This bustling, dashing elder brother had no sympathy with Alaric, and rarely found time to give him more than a nod and a word of greeting in passing, while his sister Margaret regarded him as still a little boy who was to be kept out of sight as much as possible. So the poor lad, left to himself, without friends and without occupation, found time hanging very heavily on his hands, and wondered why he had ever been born.

Once he ventured to ask his father for a saddle-horse, whereupon Amos Todd provided him with a pair of ponies, a cart, and a groom, which he said was an outfit better suited to an invalid. Alaric accepted this gift without a protest, for he was well trained to bearing disappointments, but he used it so rarely that the business of giving the horses their daily airing devolved almost entirely upon the groom.

It was not until Esther Dale, one of the New England cousins whom he had never seen, and a girl of his own age, made a flying visit to San Francisco as one of a personally conducted party of tourists, that Alaric found any real use for his ponies.

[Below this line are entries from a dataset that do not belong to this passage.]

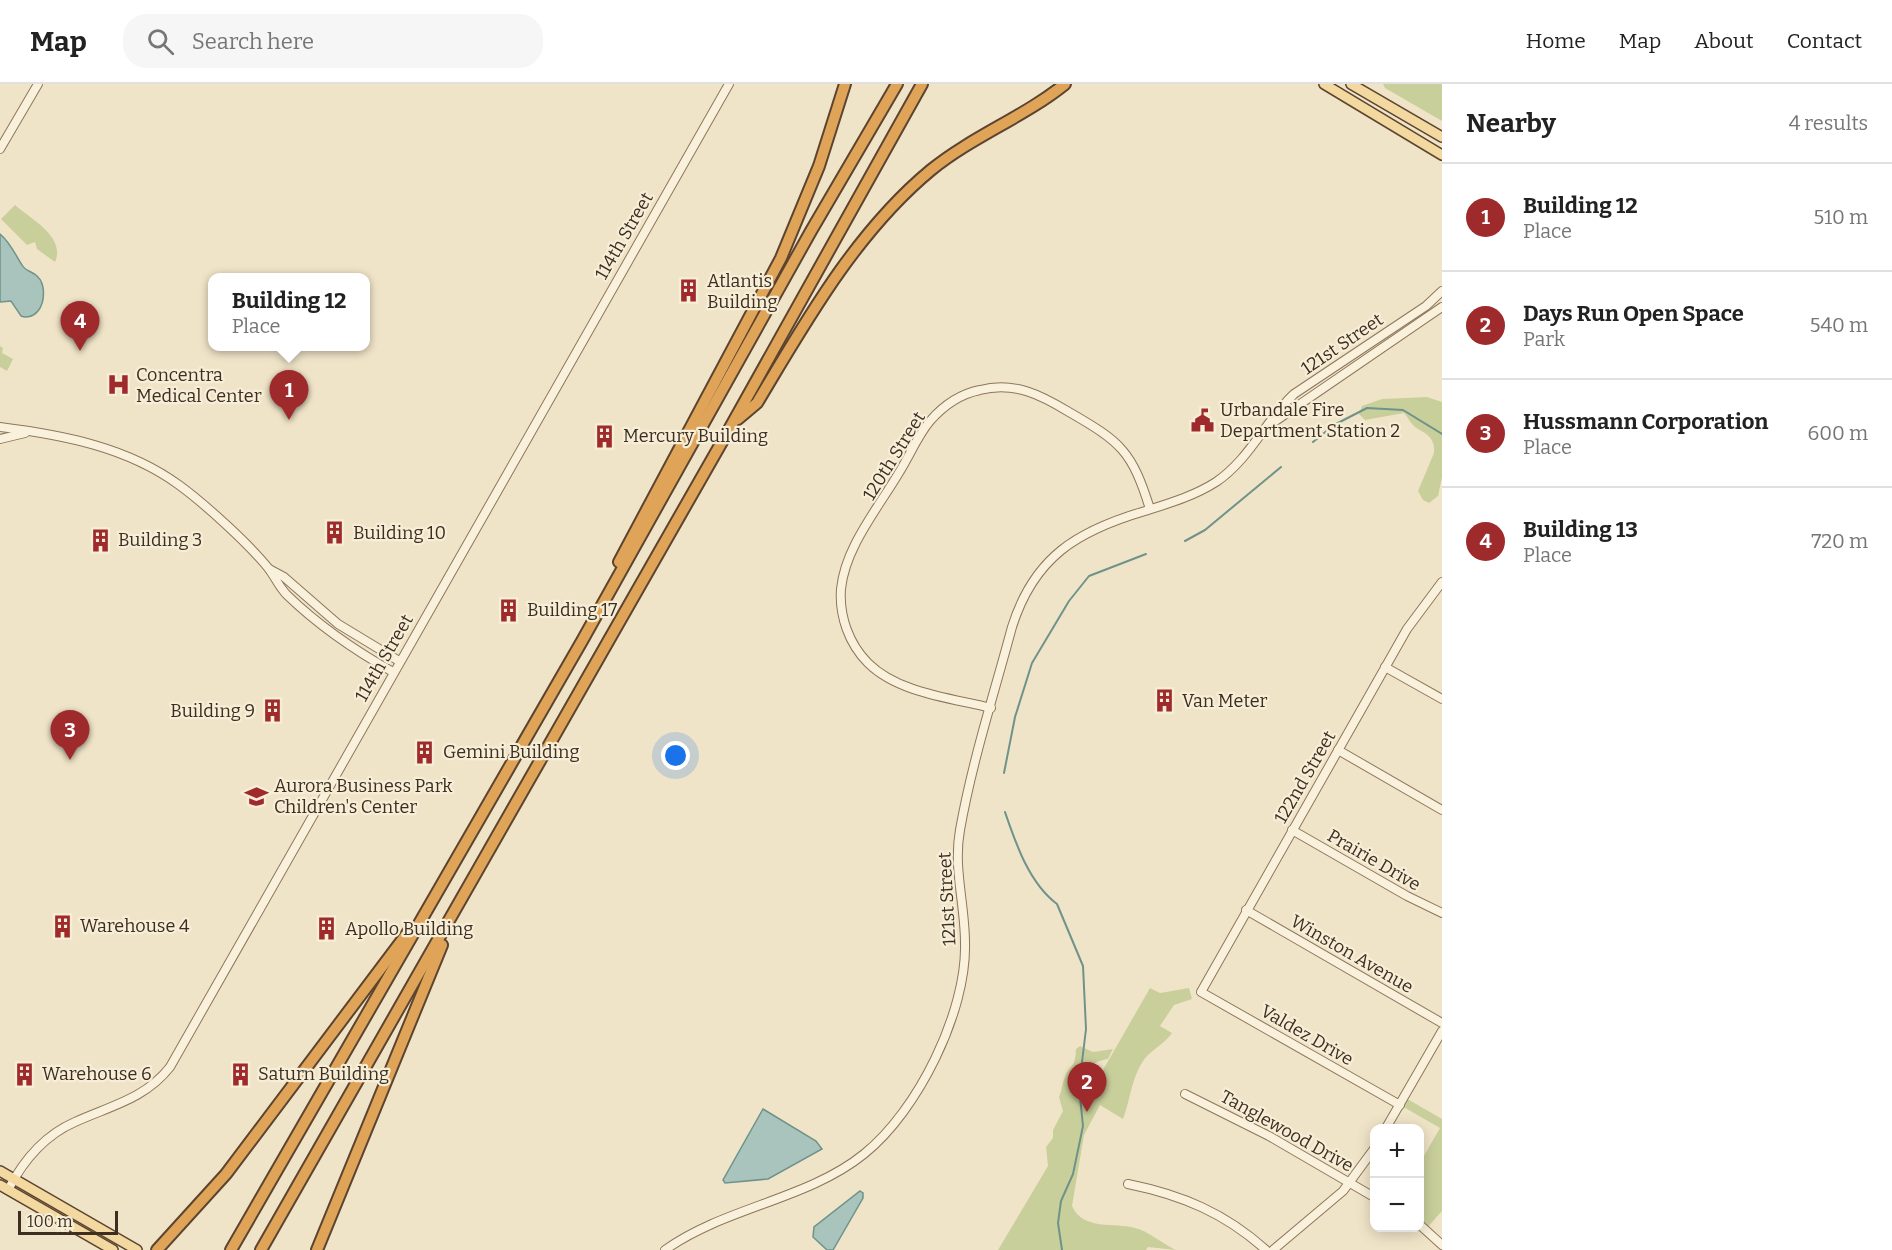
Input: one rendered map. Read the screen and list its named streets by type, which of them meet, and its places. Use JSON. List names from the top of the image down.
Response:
{
  "streets": {
    "street": [
      "114th Street",
      "121st Street",
      "120th Street",
      "122nd Street",
      "Prairie Drive",
      "Winston Avenue",
      "Valdez Drive",
      "Tanglewood Drive"
    ]
  },
  "crossings": [
    ["121st Street", "120th Street"],
    ["122nd Street", "Prairie Drive"],
    ["122nd Street", "Winston Avenue"],
    ["122nd Street", "Valdez Drive"]
  ],
  "places": {
    "building": [
      "Atlantis Building",
      "Mercury Building",
      "Building 10",
      "Building 3",
      "Building 17",
      "Van Meter",
      "Building 9",
      "Gemini Building",
      "Warehouse 4",
      "Apollo Building",
      "Warehouse 6",
      "Saturn Building"
    ],
    "hospital": ["Concentra Medical Center"],
    "public building": ["Urbandale Fire Department Station 2"],
    "school or university": ["Aurora Business Park Children's Center"]
  },
  "scale_bar": "100 m",
  "page": {
    "header": "Map",
    "search": "Search here",
    "nav": [
      "Home",
      "Map",
      "About",
      "Contact"
    ],
    "heading": ["Nearby", "4 results"],
    "list": [
      {
        "mark": "1",
        "name": "Building 12",
        "note": "Place",
        "value": "510 m"
      },
      {
        "mark": "2",
        "name": "Days Run Open Space",
        "note": "Park",
        "value": "540 m"
      },
      {
        "mark": "3",
        "name": "Hussmann Corporation",
        "note": "Place",
        "value": "600 m"
      },
      {
        "mark": "4",
        "name": "Building 13",
        "note": "Place",
        "value": "720 m"
      }
    ],
    "popup": ["Building 12", "Place"],
    "pins": [
      "4",
      "1",
      "3",
      "2"
    ],
    "map_buttons": ["+", "−"],
    "scale": "100 m"
  }
}
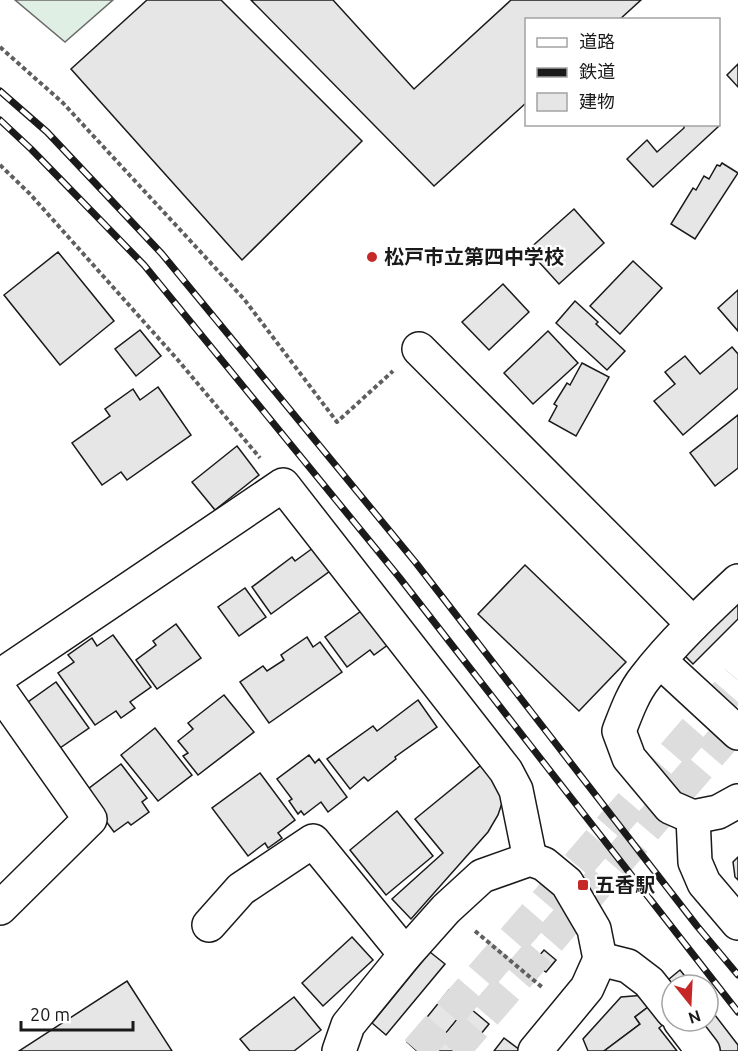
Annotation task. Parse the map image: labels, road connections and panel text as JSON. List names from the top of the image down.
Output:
{
  "places": {
    "other": ["松戸市立第四中学校"],
    "transit": ["五香駅"]
  },
  "legend": ["道路", "鉄道", "建物"],
  "scale_bar": "20 m",
  "north": "bottom"
}
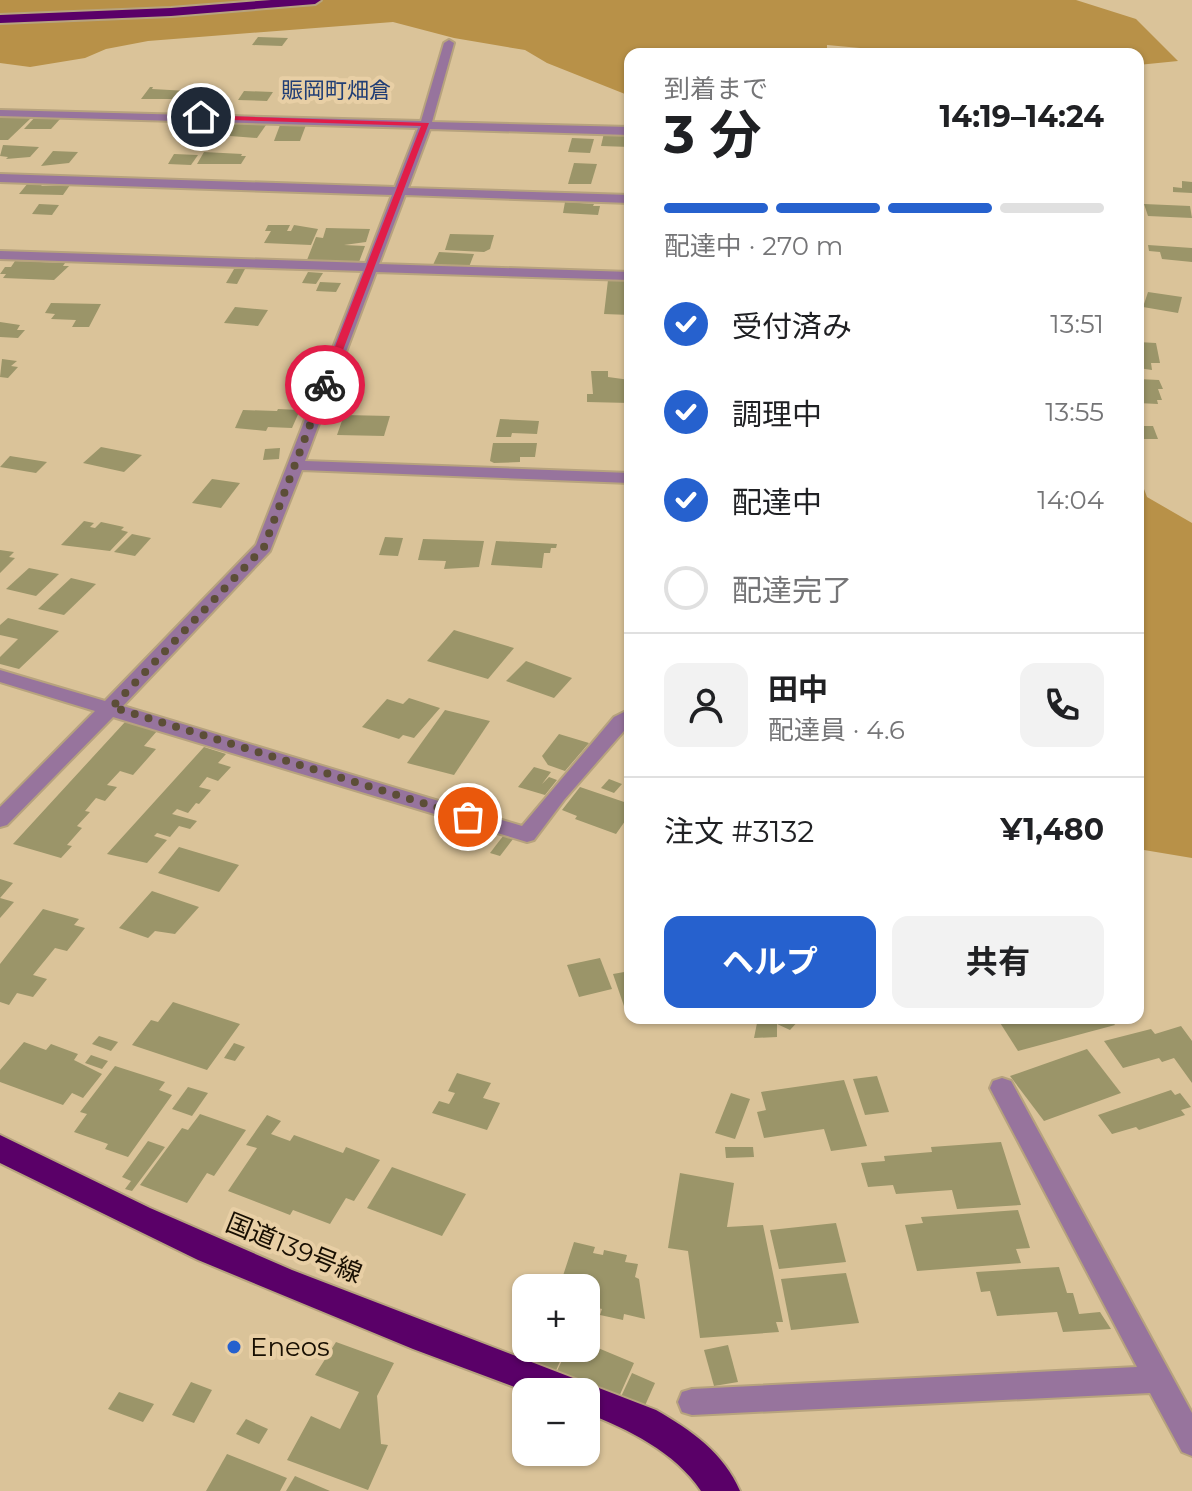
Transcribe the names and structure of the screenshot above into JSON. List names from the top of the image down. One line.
{"streets":{"highway":["国道139号線"]},"districts":["賑岡町畑倉"],"places":["Eneos"],"page":{"heading":["3 分","到着まで","14:19–14:24"],"panel":["田中","配達員 · 4.6","注文 #3132","¥1,480"],"bar":"配達中 · 270 m","list":[["受付済み","13:51"],["調理中","13:55"],["配達中","14:04"],"配達完了"],"buttons":["ヘルプ","共有"],"map_buttons":["+","−"]}}
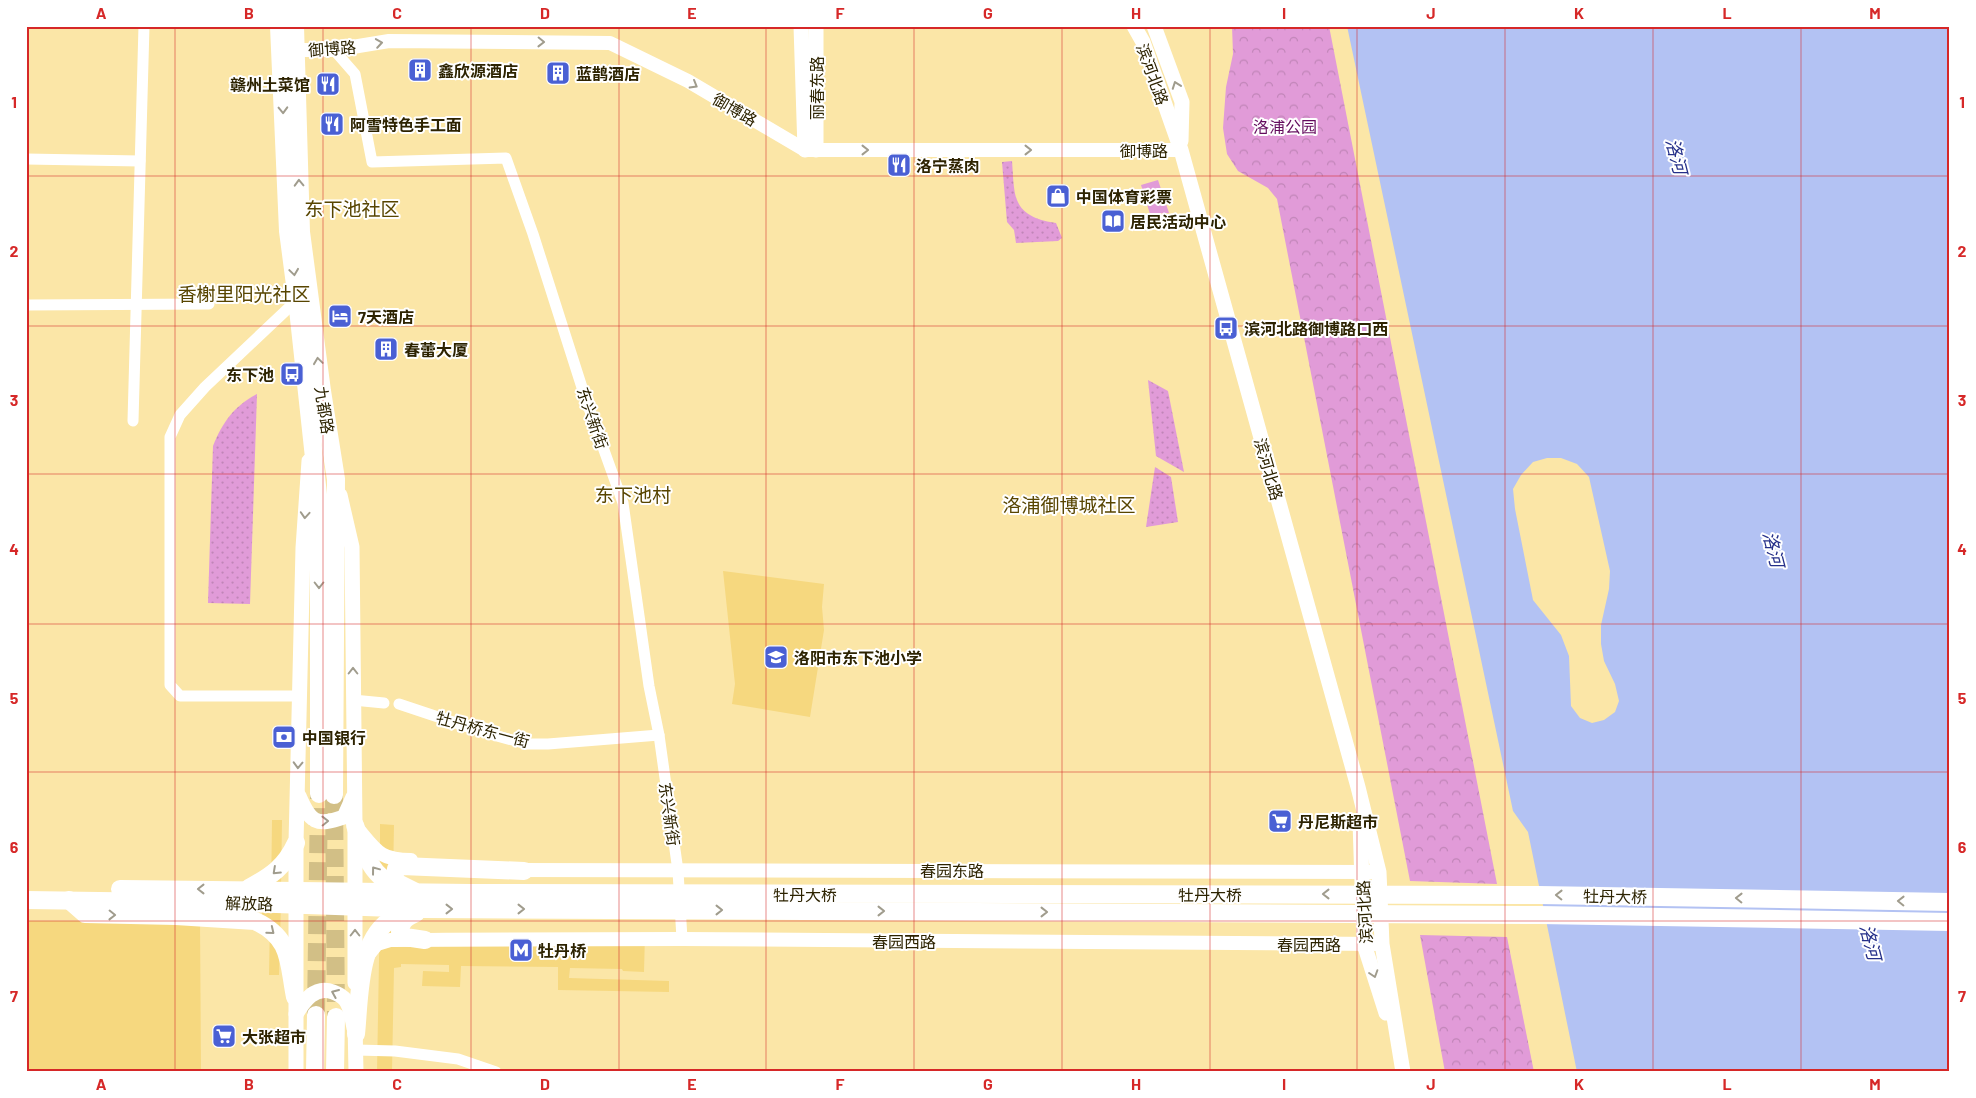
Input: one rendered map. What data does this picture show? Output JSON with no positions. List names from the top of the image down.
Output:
{
  "streets": {
    "main road": [
      "滨河北路",
      "丽春东路",
      "九都路",
      "牡丹大桥",
      "解放路"
    ],
    "street": [
      "御博路",
      "东兴新街",
      "牡丹桥东一街",
      "春园东路",
      "春园西路"
    ]
  },
  "crossings": [
    ["御博路", "滨河北路"],
    ["御博路", "丽春东路"],
    ["御博路", "九都路"],
    ["御博路", "东兴新街"],
    ["滨河北路", "春园东路"],
    ["滨河北路", "春园西路"],
    ["东兴新街", "牡丹桥东一街"],
    ["东兴新街", "春园东路"],
    ["东兴新街", "春园西路"],
    ["牡丹大桥", "解放路"]
  ],
  "one_way": ["御博路"],
  "districts": [
    "东下池社区",
    "香榭里阳光社区",
    "东下池村",
    "洛浦御博城社区"
  ],
  "water": ["洛河"],
  "parks": ["洛浦公园"],
  "places": {
    "building": ["鑫欣源酒店", "蓝鹊酒店", "春蕾大厦"],
    "restaurant": ["赣州土菜馆", "阿雪特色手工面", "洛宁蒸肉"],
    "shop": ["中国体育彩票"],
    "library": ["居民活动中心"],
    "hotel": ["7天酒店"],
    "bus stop": ["滨河北路御博路口西", "东下池"],
    "school or university": ["洛阳市东下池小学"],
    "bank": ["中国银行"],
    "supermarket": ["丹尼斯超市", "大张超市"],
    "metro station": ["牡丹桥"]
  },
  "grid": {
    "columns": [
      "A",
      "B",
      "C",
      "D",
      "E",
      "F",
      "G",
      "H",
      "I",
      "J",
      "K",
      "L",
      "M"
    ],
    "rows": [
      "1",
      "2",
      "3",
      "4",
      "5",
      "6",
      "7"
    ]
  }
}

Esther was only to remain in the city three days, but she spent them in her uncle's house, which she refused to call anything but "the palace," and which she so pervaded with her cheery presence that Amos Todd declared it seemed full of singing birds and sunshine.

Both Margaret and John were too busy to pay much attention to their young cousin, and so, to Alaric's delight, the whole duty of entertaining her devolved on him. He felt much more at his ease with girls than with boys, for he had been thrown so much more into their society during his travels, and he thought he understood them thoroughly; but in Esther Dale he found a girl so different from any he had ever known that she seemed to belong to another order of beings. She was good-looking and perfectly well-bred, but she was also as full of life and frisky antics as a squirrel, and as tireless as a bird on the wing.

On the first morning of her visit the cousins drove out to the Cliff House to see the sea-lions; and almost before Alaric knew how it was accomplished he found Esther perched on the high right-hand cushion of the box-seat in full possession of reins and whip, while he occupied the lower seat on her left, as though he were the guest and she the hostess of the occasion. At the same time the ponys seemed filled with an unusual activity, and were clattering along at a pace more exhilarating than they had ever shown under his guidance.

After that Esther always drove; and Alaric, sitting beside her, listened with wondering admiration to her words of wisdom and practical advice on all sorts of subjects. She had never been abroad, but she knew infinitely more of her own country than he, and was so enthusiastic concerning it that in three days' time she had made him feel prouder of being an American than he had believed it possible he ever would be. She knew so much concerning out-of-door life, too—about animals and birds and games. She criticised the play of the baseball nines, whom they saw one afternoon in Golden Gate Park; and when they came to another place where some acquaintances of Alaric's were playing tennis, she asked for an introduction to the best girl player on the ground, promptly challenged her to a trial of skill, and beat her three straight games.

During the play she presented such a picture of glowing health and graceful activity that pale-faced Alaric sat and watched her with envious admiration.

"I would give anything I own in the world to be able to play tennis as you can, Cousin Esther," he said, earnestly, after it was all over and they were driving from the park.

"Why don't you learn, then?" asked the girl, in surprise.

"Because I have a weak heart, you know, and am forbidden any violent exercise."